First of all, I'm not asking what's the difference between &mut
and ref mut
per se.
I'm asking because I thought:
let ref mut a = MyStruct
is the same as
let a = &mut MyStruct
Consider returning a trait object from a function. You can return a Box<Trait>
or a &Trait
. If you want to have mutable access to its methods, is it possible to return &mut Trait
?
Given this example:
trait Hello {
fn hello(&mut self);
}
struct English;
struct Spanish;
impl Hello for English {
fn hello(&mut self) {
println!("Hello!");
}
}
impl Hello for Spanish {
fn hello(&mut self) {
println!("Hola!");
}
}
The method receives a mutable reference for demonstration purposes.
This won't compile:
fn make_hello<'a>() -> &'a mut Hello {
&mut English
}
nor this:
fn make_hello<'a>() -> &'a mut Hello {
let b = &mut English;
b
}
But this will compile and work:
fn make_hello<'a>() -> &'a mut Hello {
let ref mut b = English;
b
}
My theory
This example will work out of the box with immutable references (not necessary to assign it to a variable, just return &English
) but not with mutable references. I think this is due to the rule that there can be only one mutable reference or as many immutable as you want.
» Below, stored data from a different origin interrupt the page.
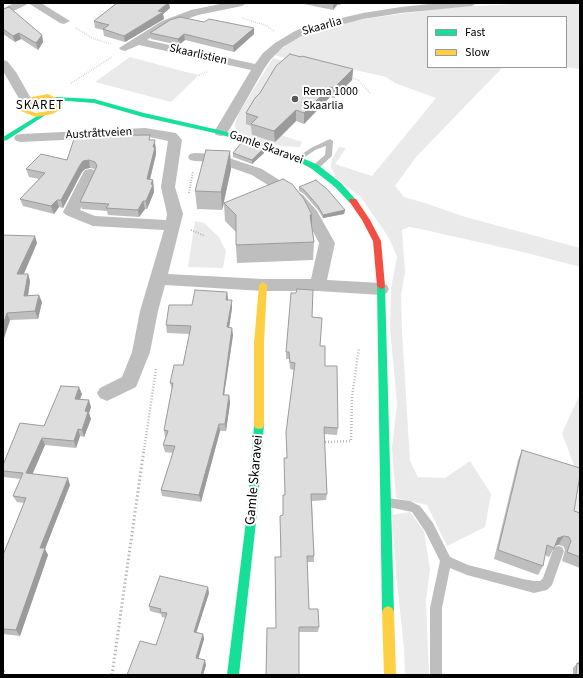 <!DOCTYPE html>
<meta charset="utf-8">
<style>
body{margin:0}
#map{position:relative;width:583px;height:678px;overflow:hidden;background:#fff;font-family:"Source Sans 3",sans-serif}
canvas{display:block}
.frame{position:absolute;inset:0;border:4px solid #000;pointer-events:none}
.legend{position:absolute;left:427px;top:16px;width:140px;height:52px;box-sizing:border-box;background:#fff;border:1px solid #999;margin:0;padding:5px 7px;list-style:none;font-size:12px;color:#000}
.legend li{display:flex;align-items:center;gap:8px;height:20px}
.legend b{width:20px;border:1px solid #999}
</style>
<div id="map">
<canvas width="583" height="678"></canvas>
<div class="frame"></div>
<ul class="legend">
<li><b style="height:5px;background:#16e098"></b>Fast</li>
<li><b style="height:5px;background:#ffcf43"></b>Slow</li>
</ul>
</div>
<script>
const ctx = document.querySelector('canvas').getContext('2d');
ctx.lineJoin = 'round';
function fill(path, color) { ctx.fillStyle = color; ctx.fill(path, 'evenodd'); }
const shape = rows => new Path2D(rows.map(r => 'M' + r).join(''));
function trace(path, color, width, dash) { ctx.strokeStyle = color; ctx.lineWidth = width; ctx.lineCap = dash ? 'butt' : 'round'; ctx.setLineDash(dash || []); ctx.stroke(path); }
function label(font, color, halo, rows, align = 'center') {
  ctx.font = font + ' "Source Sans 3",sans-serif'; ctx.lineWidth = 4; ctx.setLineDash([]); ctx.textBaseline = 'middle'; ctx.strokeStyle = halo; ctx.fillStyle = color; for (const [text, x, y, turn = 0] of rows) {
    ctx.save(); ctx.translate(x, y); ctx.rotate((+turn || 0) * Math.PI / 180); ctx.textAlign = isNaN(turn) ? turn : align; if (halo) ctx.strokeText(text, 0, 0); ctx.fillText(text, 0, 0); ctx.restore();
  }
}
const green = shape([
 [535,3,580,3,580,69,566,67,566,17,428,17,428,67,503,67,416,157,395,186,404,197,425,203,462,216,580,248,580,267,527,253,416,228,409,227,402,230,405,272,401,295,402,331,410,461,418,477,445,478,470,461,491,494,485,527,447,546,427,505,396,498,392,448,397,404,390,328,391,288,397,257,389,238,360,196,355,193,336,178,331,167,332,159,339,147,346,148,335,164,372,176,436,98,395,83,386,77,355,70,349,76,274,55,294,39,311,31,337,24,371,18,452,7],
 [130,57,182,71,199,75,171,102,95,82],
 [273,58,286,62,247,124,296,140,302,142,300,147,281,146,242,135,236,131,235,124,239,113],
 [195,221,204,223,219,237,226,251,223,268,188,267],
 [580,394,580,520,556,519,561,491,578,497,575,468,562,433],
 [410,512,424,531,430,569,426,601,429,675,405,675,404,648,396,573,392,515]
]);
const pathFar3 = shape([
 [242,18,267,26,274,31],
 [76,28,92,38,111,44],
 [199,75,207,72],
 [351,78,358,80,370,93],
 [71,83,112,57]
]);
const pathFar2 = shape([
 [189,193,193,171],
 [191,230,205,236]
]);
const pathFar1 = shape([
 [322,442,351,441,352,397,359,348],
 [144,450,156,369]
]);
const path = shape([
 [112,675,144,449]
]);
const lane = shape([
 [330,139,333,141,332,156,318,169,315,169,311,167,325,155,326,146,315,150,301,160,297,160,295,159,311,148,330,139],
 [388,498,410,501,420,506,433,523,450,557,468,565,523,579,534,581,540,581,543,578,554,547,558,546,562,547,564,551,552,585,547,590,534,593,467,575,450,568,442,608,442,675,430,675,430,608,440,561,425,531,412,512,384,506,383,503,384,500,388,498]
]);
const street = shape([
 [14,3,27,3,26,5,3,16,3,9,14,3],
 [28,3,41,3,70,21,64,24,60,23,28,3],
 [225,3,247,3,242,6,198,15,170,25,147,40,255,64,263,53,275,43,295,31,307,26,363,13,401,7,439,3,477,3,472,6,401,13,363,19,315,31,303,35,283,47,271,59,264,69,228,132,226,135,221,136,216,135,214,132,251,70,139,45,125,51,121,50,119,48,162,21,191,10,225,3],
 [3,60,7,61,16,72,33,102,32,105,22,105,21,102,3,71,3,60],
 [145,128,176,133,182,140,175,187,183,214,168,274,263,279,311,279,319,243,305,216,293,201,252,175,215,162,195,161,190,160,188,157,190,154,195,153,217,154,262,169,303,195,317,211,335,243,327,280,381,283,387,285,389,289,387,293,381,295,318,291,263,291,165,285,158,311,150,352,136,387,107,401,100,398,97,393,100,388,122,377,132,352,140,311,164,230,93,226,66,215,63,212,83,173,85,170,90,169,95,170,97,173,80,210,95,216,166,220,167,214,161,187,168,141,145,136,21,142,16,141,14,138,16,135,21,134,145,128]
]);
const fast = shape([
 [56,97,94,99,144,113,223,131,289,152,318,165,341,183,357,201,356,203,350,203,335,187,312,169,285,154,219,134,143,117,94,103,54,100,53,99,56,97],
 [42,113,45,115,44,116,7,140,3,141,3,137,42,113],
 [381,283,385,286,394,612,392,616,388,618,384,616,382,612,377,286,381,283],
 [259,421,263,422,264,425,257,513,239,675,227,675,247,513,254,425,255,422,259,421]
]);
const slow = shape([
 [48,94,62,101,63,104,58,111,52,114,36,117,21,111,20,107,25,101,32,97,48,94],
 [47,98,56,102,57,104,54,109,48,111,36,113,27,110,26,107,29,103,36,100,47,98],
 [263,282,267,285,264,343,264,425,263,428,259,429,255,428,254,425,254,343,259,285,263,282],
 [388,606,392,608,394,612,396,675,384,675,382,612,384,608,388,606]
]);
const jam = shape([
 [350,199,356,199,370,220,381,241,385,286,384,288,381,289,377,286,373,241,362,220,349,201,350,199]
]);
const wall = shape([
 [299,3,342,3,340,5,337,5,333,10],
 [170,8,163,14,164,19,125,42,104,36,103,30,95,28,94,21],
 [3,9,42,35,43,42,38,50,21,39,15,42,3,34],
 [150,33,254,34,234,52,185,40,179,45,151,39],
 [353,69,352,80,334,98,330,97,304,124,296,121,275,142,252,135,251,126,246,124,246,113],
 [151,140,156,147,156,154,150,180,153,180,154,192,147,209,145,209,139,217,108,215,107,211,82,209,80,202,95,169,90,168,85,169,82,172,63,208,59,207,54,214,23,206,20,199,39,179,29,177,26,169],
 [230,151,231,169,224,202,312,229,314,242,313,260,237,263,236,245,236,232,225,221,224,204,222,210,197,209,195,191],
 [233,153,264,153,252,164,233,157],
 [299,187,345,210,344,214,323,218,318,210,304,194,299,191],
 [3,235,37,243,24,274,28,274,30,281,28,295,42,302,38,319,10,320,4,338,3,338],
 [227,292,228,300,232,308,229,327,233,335,224,395,229,395,230,403,226,431,220,431,201,502,162,496,161,490,173,453,165,452,163,445,166,437,165,437,164,430,172,389,170,383,183,365,190,334,167,333,166,325,192,305],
 [312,317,320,346,338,428,337,435,324,434,327,494,326,500,312,501,314,556,314,562,307,562,309,609,319,627,318,632,299,632,276,628,287,458,294,370,290,369,289,359,286,359,286,352],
 [82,394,80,399,91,407,89,413,91,419,84,437,80,436,76,448,45,445,32,474,70,485,45,549,48,555,20,636,3,634,3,555,24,503,17,502,13,496,21,479,4,477,3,474,3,465,44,426],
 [522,450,574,511,580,513,580,568,562,561,565,550,563,546,558,545,555,546,549,557,545,555,543,566,538,575,494,559,518,460],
 [209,593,196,632,203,634,204,639,198,659,206,665,203,675,127,675,156,645,166,618,162,617,161,614,150,611,149,606],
 [580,660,580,675,573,675,573,668]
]);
const shadedWall = shape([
 [168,3,169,3,170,8,163,14,164,19,125,42,124,36,158,11],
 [333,3,338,3,337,5,333,10],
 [254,28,254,34,234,52,233,46],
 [19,33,21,39,15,42,13,36],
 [184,34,185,40,179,45,178,39],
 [42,35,43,42,38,50,36,43],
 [353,69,352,80,334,98,334,88],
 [330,87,330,97,304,124,304,113],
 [296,110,296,121,275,142,274,131],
 [155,140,156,154,148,187,147,179],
 [263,149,264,153,252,164,252,160],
 [230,151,231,169,222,210,221,192],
 [89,160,90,168,85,169,82,172,63,208,61,200,80,165,83,161],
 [153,180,154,192,147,209,146,201,151,184],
 [57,200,59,207,54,214,51,206],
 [143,201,145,209,139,217,138,210],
 [345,210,344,214,323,218,323,215],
 [310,215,312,215,312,232],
 [35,236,37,243,20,282,17,274],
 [28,274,30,281,27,303,24,296],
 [227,292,228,299,227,307,226,300],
 [39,295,42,302,38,319,35,311],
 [232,300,232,308,228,335,227,327],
 [7,313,10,320,4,338,3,334,3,325],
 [232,328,233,335,223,402,223,395],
 [79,387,82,394,77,406,75,399],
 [229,395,230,403,226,431,225,424],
 [89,400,91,407,89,413,91,419,84,437,82,430,85,411],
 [219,424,220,431,201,502,199,495],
 [78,429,80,436,76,448,74,441],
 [42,438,45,445,30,480,26,473],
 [68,478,70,485,45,549,48,555,20,636,16,630,40,548],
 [564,536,558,545,553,546,558,538],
 [208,587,209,593,195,637,194,632],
 [203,634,204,639,197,663,196,658],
 [205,660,206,665,203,675,201,675],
 [3,669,5,671,3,675]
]);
const building = shape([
 [117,3,168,3,158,11,163,12,124,36,103,29,109,25,94,21,117,3],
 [9,7,42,35,36,43,19,33,13,36,3,29,3,9,9,7],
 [180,17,204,22,209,19,254,28,233,46,184,34,178,39,150,33,170,20,180,17],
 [290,54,301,57,302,56,353,69,334,88,330,87,304,113,296,110,274,131,251,124,258,117,246,113,255,98,260,93,276,66,290,54],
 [150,135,149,140,155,140,153,147,155,147,147,179,153,180,151,184,153,185,146,201,143,201,138,210,106,208,109,204,80,202,97,166,95,162,89,160,83,161,80,165,61,200,57,200,51,206,20,199,45,173,26,169,41,154,67,160,75,136,150,135],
 [242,142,263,149,252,160,233,153,242,142],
 [206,150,230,151,221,192,195,191,206,150],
 [283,179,292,184,304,199,312,215,310,215,314,242,236,245,236,215,224,203,283,179],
 [316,180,328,190,345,210,323,215,318,206,304,190,299,187,316,180],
 [3,235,35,236,17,274,28,274,24,296,39,295,35,311,7,313,3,325,3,235],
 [297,289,313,290,312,317,322,318,320,346,325,346,325,366,337,366,338,428,324,427,327,494,311,494,314,556,307,556,309,609,318,609,319,627,299,627,299,675,266,675,267,628,276,628,275,557,281,557,280,516,283,515,283,495,285,495,284,458,287,458,286,432,295,363,290,362,289,352,286,352,291,293,296,293,297,289],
 [195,290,227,292,226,300,232,300,227,327,232,328,223,395,229,395,225,424,219,424,199,495,161,490,175,446,163,445,168,431,164,430,173,383,170,383,174,365,183,365,191,326,166,325,169,305,192,305,195,290],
 [61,386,79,387,75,399,89,400,85,411,88,412,82,430,78,429,74,441,42,438,26,473,68,478,40,548,45,548,16,630,3,629,3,555,26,498,13,496,23,473,3,471,3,465,20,423,44,426,61,386],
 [522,450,580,468,580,475,574,511,580,513,580,557,567,552,571,541,569,537,564,536,558,538,554,548,547,545,543,566,498,550,522,450],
 [160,576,208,587,194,632,203,634,196,658,205,660,201,675,127,675,140,641,156,645,167,613,160,612,161,609,149,606,160,576],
 [580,660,580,675,576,675,577,663,579,664,580,660]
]);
const markers = [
 [295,99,4,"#595959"]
];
const farStreetnames = [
 ["Skaarlia",322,27,-16],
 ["Skaarlistien",198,55,13],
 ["Austråttveien",99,134,-3],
 ["Gamle Skaravei",266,148,20]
];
const farPoinames = [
 ["Rema 1000",303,92],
 ["Skaarlia",303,106]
];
const farQuarternames = [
 ["SKARET",40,106]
];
const streetNames = [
 ["Gamle Skaravei",255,480,-85]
];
fill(green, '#eaeaea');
trace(pathFar3, '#b8b8b8', 1.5, [0.5, 1.5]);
trace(pathFar2, '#b8b8b8', 2, [1, 1.5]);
trace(pathFar1, '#b8b8b8', 2.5, [1, 2]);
trace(path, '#b8b8b8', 3, [1.5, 2.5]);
fill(lane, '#bebebe');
fill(street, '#bebebe');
fill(fast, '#16e098');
fill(slow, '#ffcf43');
fill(jam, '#f24e42');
fill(wall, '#bebebe');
fill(shadedWall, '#9b9b9b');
fill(building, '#ddd');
trace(building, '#9b9b9b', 1);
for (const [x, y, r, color] of markers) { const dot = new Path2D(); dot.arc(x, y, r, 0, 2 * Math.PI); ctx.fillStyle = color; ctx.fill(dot); trace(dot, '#fff', 1.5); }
label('12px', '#000', '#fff', farStreetnames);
label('12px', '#000', '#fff', farPoinames, 'left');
ctx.letterSpacing = '1px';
label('13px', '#000', '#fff', farQuarternames);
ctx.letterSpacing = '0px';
label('14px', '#000', '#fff', streetNames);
</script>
In the case of immutable references, you are creating an object and borrowing it as a return expression; its reference won't die because it's being borrowed.
In the case of mutable references, if you try to create an object and borrow it mutably as a return expression you have two mutable references (the created object and its mutable reference). Since you cannot have two mutable references to the same object it won't perform the second, hence the variable won't live long enough. I think that when you write let mut ref b = English
and return b
you are moving the mutable reference because it was captured by a pattern.
All of the above is a poor attempt to explain to myself why it works, but I don't have the fundamentals to prove it.
Why does this happen?
I've also cross-posted this question to Reddit.